▶ [Work to complete]:
Filter the data below, keeping only lines that contain "translate".
START Raw data
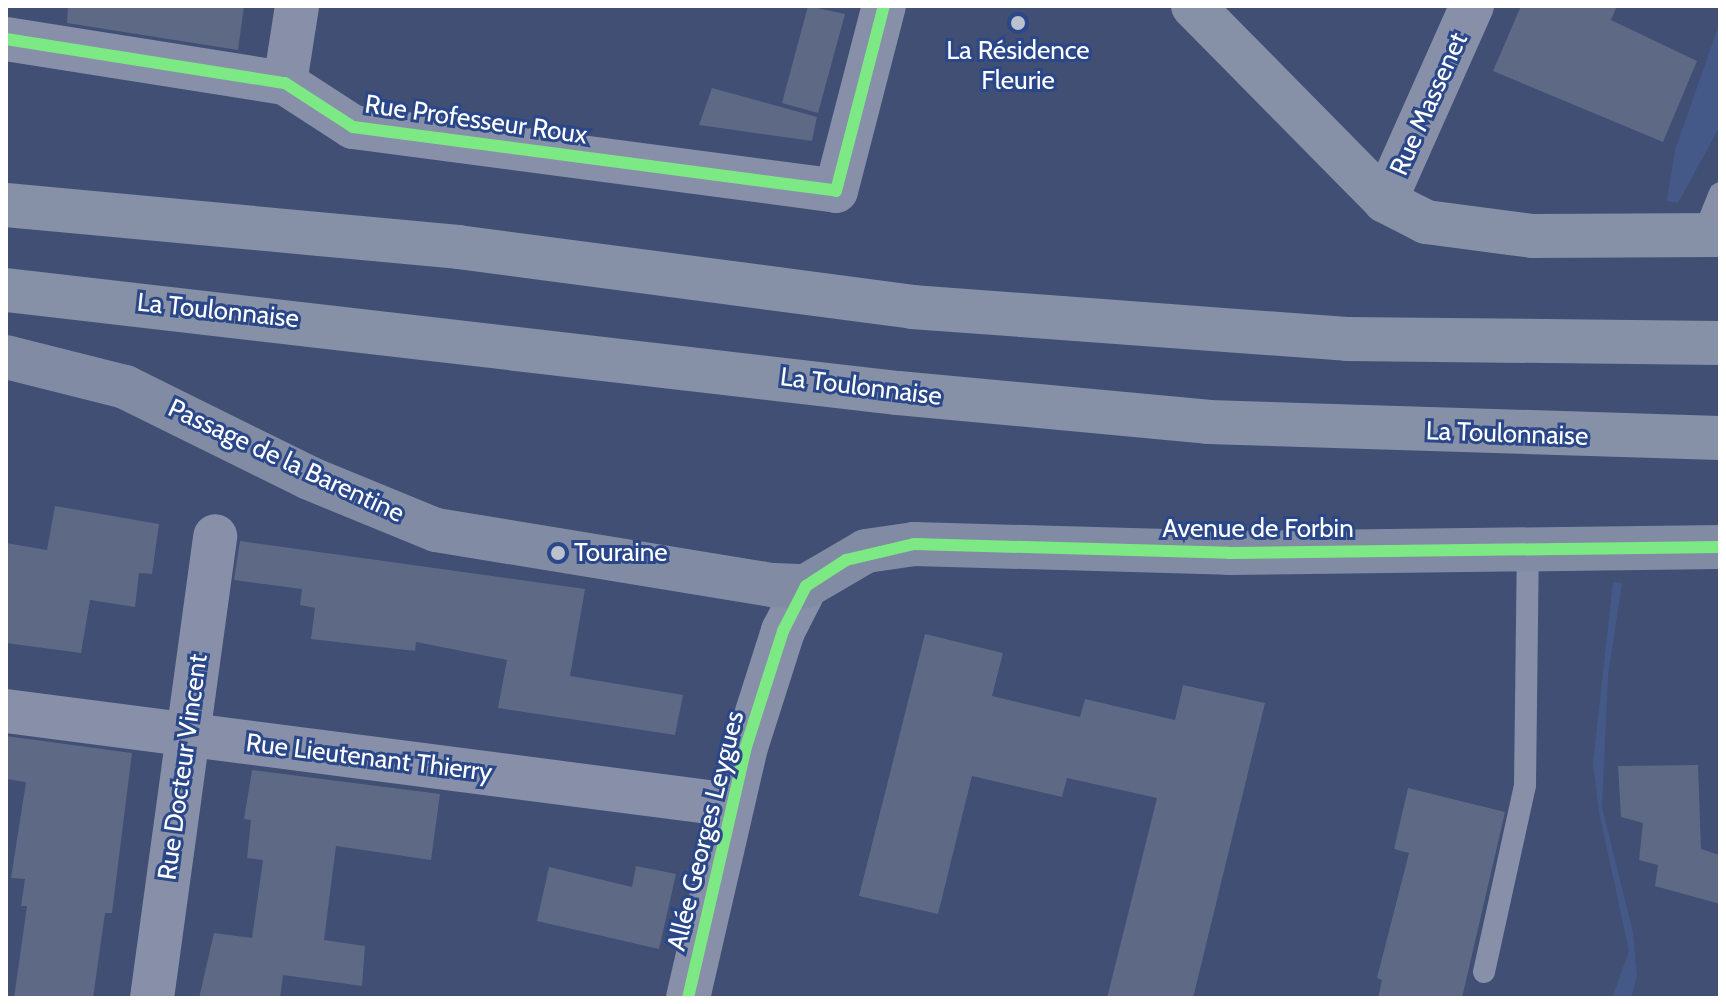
<!DOCTYPE html>
<html>
<head>
<meta charset="utf-8">
<style>
  body { margin:0 }
  #map { position:relative; width:1726px; height:1004px; overflow:hidden; background:#404f73; font-family:Cabin,sans-serif }
  div>[style] { position:absolute }
  [style*='--x'] { left:calc(var(--x)*1px); top:calc(var(--y)*1px); width:calc(var(--w)*1px); rotate:calc(var(--a)*1deg) }
  .water>* { inset:0; background:#455988 }
  .building>* { inset:0; background:#5d6985 }
  .lane>* { height:22px; margin:-11px; padding:0 11px; transform-origin:11px; border-radius:11px; background:#8790a8 }
  .street>* { height:44px; margin:-22px; padding:0 22px; transform-origin:22px; border-radius:22px; background:#8790a8 }
  .secondary>* { height:44px; margin:-22px; padding:0 22px; transform-origin:22px; border-radius:22px; background:#818ba4 }
  .primary>* { height:44px; margin:-22px; padding:0 22px; transform-origin:22px; border-radius:22px; background:#8690a6 }
  .highway>* { height:44px; margin:-22px; padding:0 22px; transform-origin:22px; border-radius:22px; background:#8690a6 }
  .cycleway>* { height:12px; margin:-6px; padding:0 6px; transform-origin:6px; border-radius:6px; background:#7ce984 }
  .dots>* { width:22px; height:22px; translate:-50% -50%; box-sizing:border-box; border:4px solid #2a4789; border-radius:50% }
  span { translate:-50% -50%; white-space:nowrap; text-align:center; line-height:1.15; -webkit-text-stroke:6px #2a4789; paint-order:stroke }
  .poi-label { font-size:26px; color:#fff }
  .left { translate:0 -50%; text-align:left }
  .street-label { font-size:26px; color:#fff }
  .frame { position:absolute; inset:0; border:8px solid #fff; pointer-events:none }
</style>
</head>
<body>
<div id="map">
  <div class="water">
    <div style="clip-path:polygon(1720px 22px,1720px 126px,1678px 203px,1667px 201px,1675px 150px)"></div>
    <div style="clip-path:polygon(1613px 582px,1622px 583px,1608px 676px,1602px 807px,1633px 933px,1637px 976px,1631px 998px,1612px 998px,1629px 951px,1599px 812px,1593px 763px)"></div>
  </div>
  <div class="building">
    <div style="clip-path:polygon(68px 6px,244px 6px,238px 50px,67px 23px)"></div>
    <div style="clip-path:polygon(808px 6px,845px 14px,818px 113px,782px 103px)"></div>
    <div style="clip-path:polygon(1521px 6px,1617px 6px,1611px 20px,1697px 61px,1663px 142px,1493px 71px)"></div>
    <div style="clip-path:polygon(712px 88px,817px 117px,812px 141px,699px 125px)"></div>
    <div style="clip-path:polygon(55px 506px,159px 524px,152px 574px,139px 573px,135px 607px,90px 600px,81px 653px,6px 643px,6px 543px,47px 550px)"></div>
    <div style="clip-path:polygon(240px 541px,585px 589px,570px 676px,683px 695px,675px 735px,498px 708px,507px 660px,416px 642px,415px 651px,311px 639px,315px 608px,300px 605px,302px 589px,234px 580px)"></div>
    <div style="clip-path:polygon(925px 634px,1003px 653px,992px 696px,1080px 717px,1085px 699px,1175px 720px,1183px 685px,1265px 703px,1193px 998px,1107px 998px,1157px 798px,1067px 778px,1062px 797px,972px 776px,938px 914px,859px 896px)"></div>
    <div style="clip-path:polygon(6px 736px,132px 753px,112px 913px,105px 913px,93px 998px,14px 998px,27px 906px,21px 906px,25px 879px,11px 878px,26px 782px,6px 779px)"></div>
    <div style="clip-path:polygon(1698px 765px,1701px 849px,1720px 855px,1720px 904px,1655px 886px,1658px 865px,1639px 860px,1643px 823px,1621px 817px,1618px 766px)"></div>
    <div style="clip-path:polygon(252px 770px,440px 794px,431px 860px,336px 846px,324px 940px,365px 946px,362px 986px,283px 975px,280px 998px,199px 998px,214px 933px,252px 938px,263px 860px,247px 858px,251px 820px,244px 819px)"></div>
    <div style="clip-path:polygon(1408px 788px,1505px 812px,1462px 998px,1378px 998px,1382px 980px,1377px 978px,1409px 853px,1394px 849px)"></div>
    <div style="clip-path:polygon(636px 866px,676px 874px,659px 949px,537px 921px,549px 867px,632px 887px)"></div>
  </div>
  <div class="lane">
    <div style="--x:1703;--y:235;--w:45;--a:-68"></div>
    <div style="--x:1484;--y:972;--w:191;--a:-77.6"></div>
    <div style="--x:1525;--y:785;--w:235;--a:-89.3"></div>
  </div>
  <div class="street">
    <div style="--x:6;--y:39;--w:282;--a:9"></div>
    <div style="--x:285;--y:83;--w:81;--a:32.9"></div>
    <div style="--x:353;--y:127;--w:487;--a:7.5"></div>
    <div style="--x:836;--y:191;--w:191;--a:-75.5"></div>
    <div style="--x:285;--y:83;--w:78;--a:-81.1"></div>
    <div style="--x:1385;--y:201;--w:214;--a:-66"></div>
    <div style="--x:6;--y:711;--w:732;--a:7.38"></div>
    <div style="--x:152;--y:998;--w:466;--a:-82.2"></div>
    <div style="--x:688;--y:998;--w:258;--a:-77"></div>
    <div style="--x:746;--y:747;--w:122;--a:-72.3"></div>
    <div style="--x:783;--y:631;--w:51;--a:-62.9"></div>
  </div>
  <div class="secondary">
    <div style="--x:6;--y:357;--w:123;--a:14.1"></div>
    <div style="--x:125;--y:387;--w:205;--a:26.3"></div>
    <div style="--x:309;--y:478;--w:137;--a:22.3"></div>
    <div style="--x:436;--y:530;--w:341;--a:9.3"></div>
    <div style="--x:773;--y:585;--w:33;--a:2"></div>
    <div style="--x:806;--y:586;--w:69;--a:-30.3"></div>
    <div style="--x:866;--y:551;--w:49;--a:-8.3"></div>
    <div style="--x:914;--y:544;--w:315;--a:1.6"></div>
    <div style="--x:1229;--y:553;--w:491;--a:-0.7"></div>
  </div>
  <div class="primary">
    <div style="--x:1193;--y:6;--w:274;--a:45.4"></div>
    <div style="--x:1385;--y:201;--w:46;--a:27.1"></div>
    <div style="--x:1426;--y:222;--w:108;--a:7.5"></div>
    <div style="--x:1533;--y:236;--w:187;--a:-0.3"></div>
  </div>
  <div class="highway">
    <div style="--x:6;--y:205;--w:454;--a:5.3"></div>
    <div style="--x:458;--y:247;--w:458;--a:7.5"></div>
    <div style="--x:912;--y:307;--w:436;--a:4.2"></div>
    <div style="--x:1347;--y:339;--w:373;--a:0.6"></div>
    <div style="--x:6;--y:290;--w:898;--a:6.59"></div>
    <div style="--x:898;--y:393;--w:311;--a:5.3"></div>
    <div style="--x:1208;--y:422;--w:512;--a:1.79"></div>
  </div>
  <div class="cycleway">
    <div style="--x:6;--y:39;--w:282;--a:9"></div>
    <div style="--x:285;--y:83;--w:81;--a:32.9"></div>
    <div style="--x:353;--y:127;--w:487;--a:7.5"></div>
    <div style="--x:836;--y:191;--w:191;--a:-75.5"></div>
    <div style="--x:688;--y:998;--w:258;--a:-77"></div>
    <div style="--x:746;--y:747;--w:122;--a:-72.3"></div>
    <div style="--x:783;--y:631;--w:51;--a:-62.9"></div>
    <div style="--x:806;--y:586;--w:48;--a:-33"></div>
    <div style="--x:846;--y:560;--w:70;--a:-13.2"></div>
    <div style="--x:914;--y:544;--w:315;--a:1.6"></div>
    <div style="--x:1229;--y:553;--w:491;--a:-0.7"></div>
  </div>
  <div class="dots">
    <div style="left:1018px;top:23px;background:#bcc1ce"></div>
    <div style="left:558px;top:553px;background:#bcc1ce"></div>
  </div>
  <div class="poi-label">
    <span style="left:1018px;top:66px">La Résidence<br>Fleurie</span>
    <span class="left" style="left:574px;top:553px">Touraine</span>
  </div>
  <div class="street-label">
    <span style="left:1429px;top:104px;rotate:-66deg">Rue Massenet</span>
    <span style="left:476px;top:120px;rotate:8deg">Rue Professeur Roux</span>
    <span style="left:218px;top:311px;rotate:6deg">La Toulonnaise</span>
    <span style="left:861px;top:387px;rotate:7deg">La Toulonnaise</span>
    <span style="left:1507px;top:434px;rotate:2deg">La Toulonnaise</span>
    <span style="left:286px;top:461px;rotate:25deg">Passage de la Barentine</span>
    <span style="left:1258px;top:529px">Avenue de Forbin</span>
    <span style="left:369px;top:758px;rotate:7deg">Rue Lieutenant Thierry</span>
    <span style="left:183px;top:767px;rotate:-82deg">Rue Docteur Vincent</span>
    <span style="left:706px;top:831px;rotate:-76deg">Allée Georges Leygues</span>
  </div>
  <div class="frame"></div>
</div>
</body>
</html>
END Raw data
▶ [Answer to this task]:
  .dots>* { width:22px; height:22px; translate:-50% -50%; box-sizing:border-box; border:4px solid #2a4789; border-radius:50% }
  span { translate:-50% -50%; white-space:nowrap; text-align:center; line-height:1.15; -webkit-text-stroke:6px #2a4789; paint-order:stroke }
  .left { translate:0 -50%; text-align:left }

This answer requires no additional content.